You can hear the howls and barks from outside. They’re a cacophony of different timbres and pitches, but they all seem to say the same thing: “Take me home.”
With 28 dogs and 40 cats, the Warwick Animal Shelter is close to running out of room to house their animals.
The shelter is always busier in the summer, according to director Ann Corvin, but this season they’ve seen more animals than usual. Corvin thinks it might have to do with the economy, but she can’t be sure. All she knows for certain is that she now has nearly 70 animals sitting in cages, something that puts a strain on her staff, her budget and her heart.
“We’re really full,” said Deb Niosi, the animal caretaker at the shelter. “We’re at our max.”
A stroll through the shelter reveals that most of the cages are occupied; and with just three full-time staff members, taking care of 68 animals is not an easy task.
“We’re going from the time we get in to the time we leave,” said Corvin.
Though Corvin wasn’t sure of the exact cost per animal, she said many things, like food, maintenance and health care, factor into it. According to the city’s Comprehensive Annual Financial Report, the shelter’s budget for the 2012 fiscal year was roughly $192,000. In addition to municipal funding, Corvin said they also rely on donations made by the public and the Friends of the Warwick Animal Shelter.
Corvin said, on average, animals stay at the shelter for two to three months. Pitbulls tend to average five months because of the negative stigma surrounding the breed. Then there are special needs or elderly dogs, which Corvin said are also difficult to find homes for. Corvin said they have a tough time getting black cats and dogs adopted, too, something she said research has linked to the animals’ hard-to-read facial expressions.
A 3-year old, black cat named Levi was recently turned in by his owners. He doesn’t like being in a cage and spends most of his time roaming exam rooms. He’s friendly and loves to snuggle; but still, he’s homeless.
In addition to the 39 other felines at the shelter, there are 28 dogs, including several Chihuahuas rescued from a hoarding situation in July. They also have several dogs that were trapped after being found running free in Goddard Park.
Niosi said cats are able to catch a bird or a mouse if they need food, but it’s different with dogs.
“Someone was feeding them,” said Niosi of the large dogs brought to the shelter.
Niosi and Corvin said they’ve seen an increased number of dogs that come in without identifying tags.
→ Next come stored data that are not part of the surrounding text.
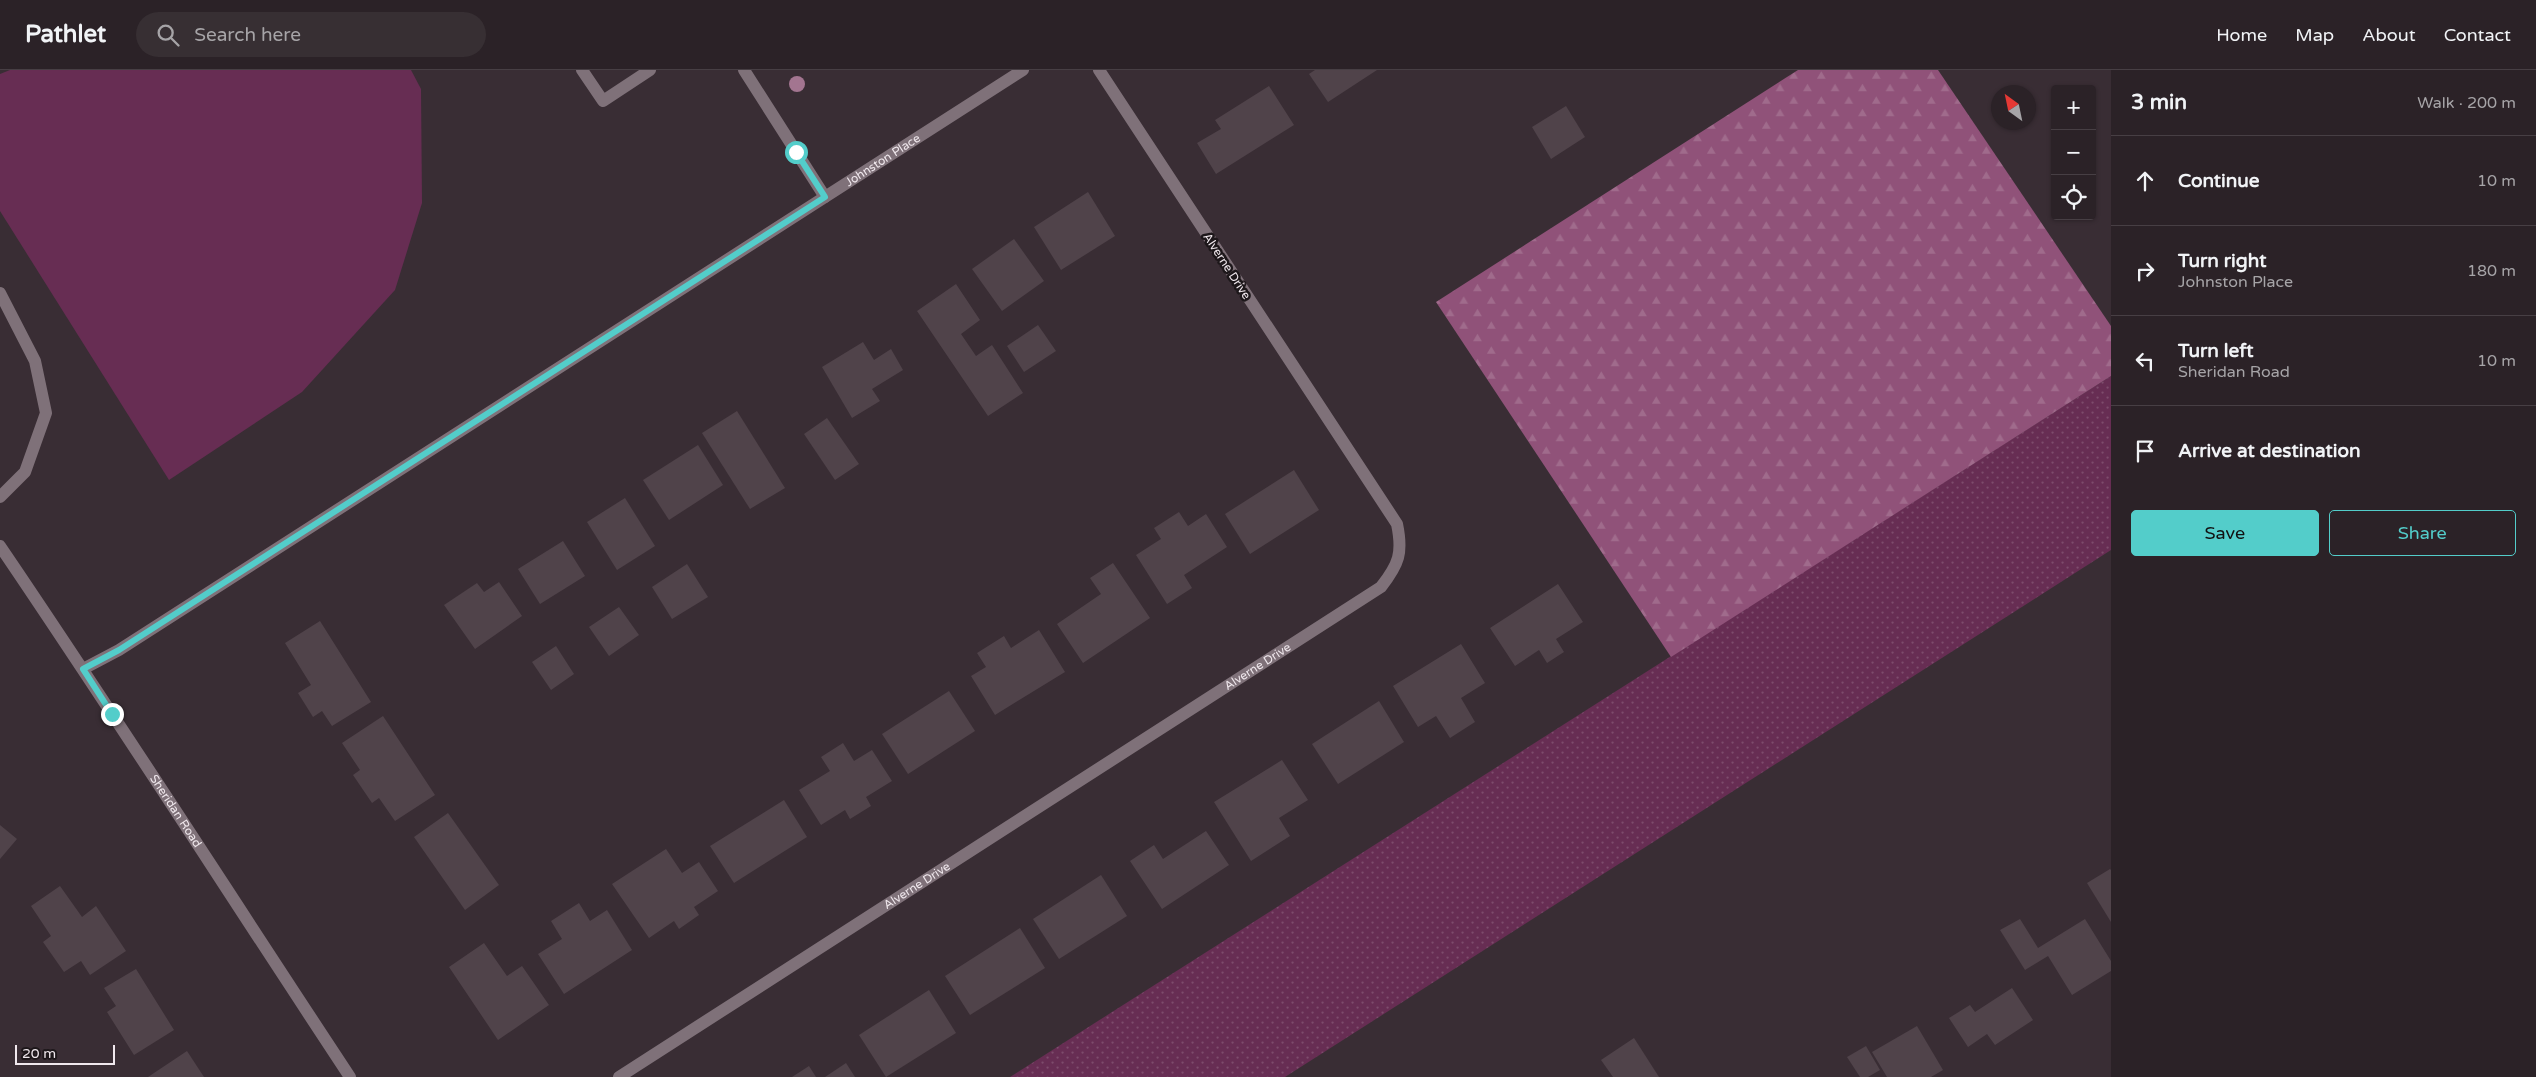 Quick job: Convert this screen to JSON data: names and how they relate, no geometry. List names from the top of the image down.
{
  "streets": {
    "street": ["Johnston Place", "Alverne Drive", "Sheridan Road"]
  },
  "crossings": [
    ["Johnston Place", "Sheridan Road"]
  ],
  "scale_bar": "20 m",
  "north": "top left",
  "page": {
    "header": "Pathlet",
    "search": "Search here",
    "nav": [
      "Home",
      "Map",
      "About",
      "Contact"
    ],
    "heading": ["3 min", "Walk · 200 m"],
    "map_buttons": ["+", "−"],
    "list": [
      ["Continue", "10 m"],
      ["Turn right", "Johnston Place", "180 m"],
      ["Turn left", "Sheridan Road", "10 m"],
      "Arrive at destination"
    ],
    "buttons": ["Save", "Share"],
    "scale": "20 m"
  }
}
Niosi said she’s heard people say they just gave their dog a bath and had simply forgotten to put the tags back on; Corvin’s not sure why people are so neglectful.
“If your dog has one of those $5 ID tags, we can find you,” she said.
But worse than a lack of identification is a lack of follow-up – when an animal comes into the shelter and no one calls to report it missing, Corvin and Niosi know they’re going to add another homeless animal to their ranks.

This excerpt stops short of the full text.